** Opening Records shown block **

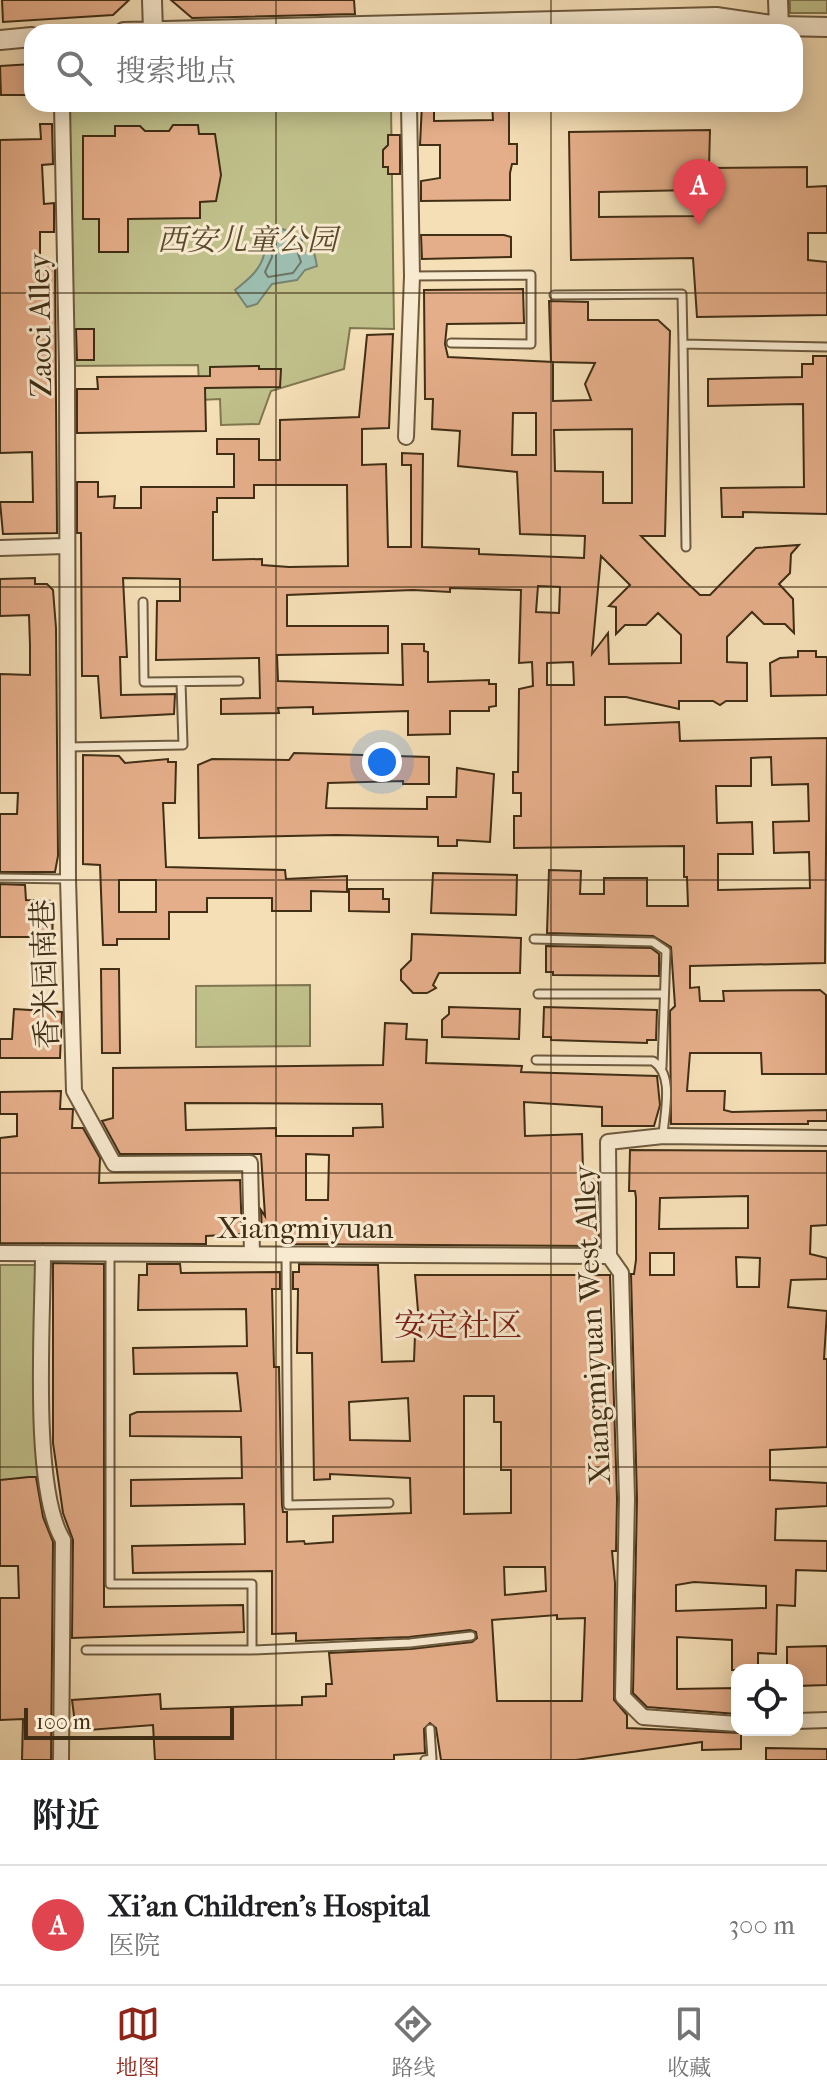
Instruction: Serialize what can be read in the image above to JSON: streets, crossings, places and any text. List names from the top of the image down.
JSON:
{
  "streets": {
    "street": [
      "Zaoci Alley",
      "香米园南巷",
      "Xiangmiyuan",
      "Xiangmiyuan West Alley"
    ]
  },
  "crossings": [
    ["Zaoci Alley", "香米园南巷"],
    ["香米园南巷", "Xiangmiyuan"],
    ["Xiangmiyuan", "Xiangmiyuan West Alley"]
  ],
  "districts": ["安定社区"],
  "parks": ["西安儿童公园"],
  "scale_bar": "100 m",
  "page": {
    "search": "搜索地点",
    "pins": "A",
    "scale": "100 m",
    "heading": "附近",
    "list": [
      {
        "mark": "A",
        "name": "Xi'an Children's Hospital",
        "note": "医院",
        "value": "300 m"
      }
    ],
    "nav": ["地图", "路线", "收藏"]
  }
}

** Closing Records shown block **

Give the entries again without a single change, but with no pictures.

Instruction: Serialize what can be read in the image above to JSON: streets, crossings, places and any text. List names from the top of the image down.
JSON:
{
  "streets": {
    "street": [
      "Zaoci Alley",
      "香米园南巷",
      "Xiangmiyuan",
      "Xiangmiyuan West Alley"
    ]
  },
  "crossings": [
    ["Zaoci Alley", "香米园南巷"],
    ["香米园南巷", "Xiangmiyuan"],
    ["Xiangmiyuan", "Xiangmiyuan West Alley"]
  ],
  "districts": ["安定社区"],
  "parks": ["西安儿童公园"],
  "scale_bar": "100 m",
  "page": {
    "search": "搜索地点",
    "pins": "A",
    "scale": "100 m",
    "heading": "附近",
    "list": [
      {
        "mark": "A",
        "name": "Xi'an Children's Hospital",
        "note": "医院",
        "value": "300 m"
      }
    ],
    "nav": ["地图", "路线", "收藏"]
  }
}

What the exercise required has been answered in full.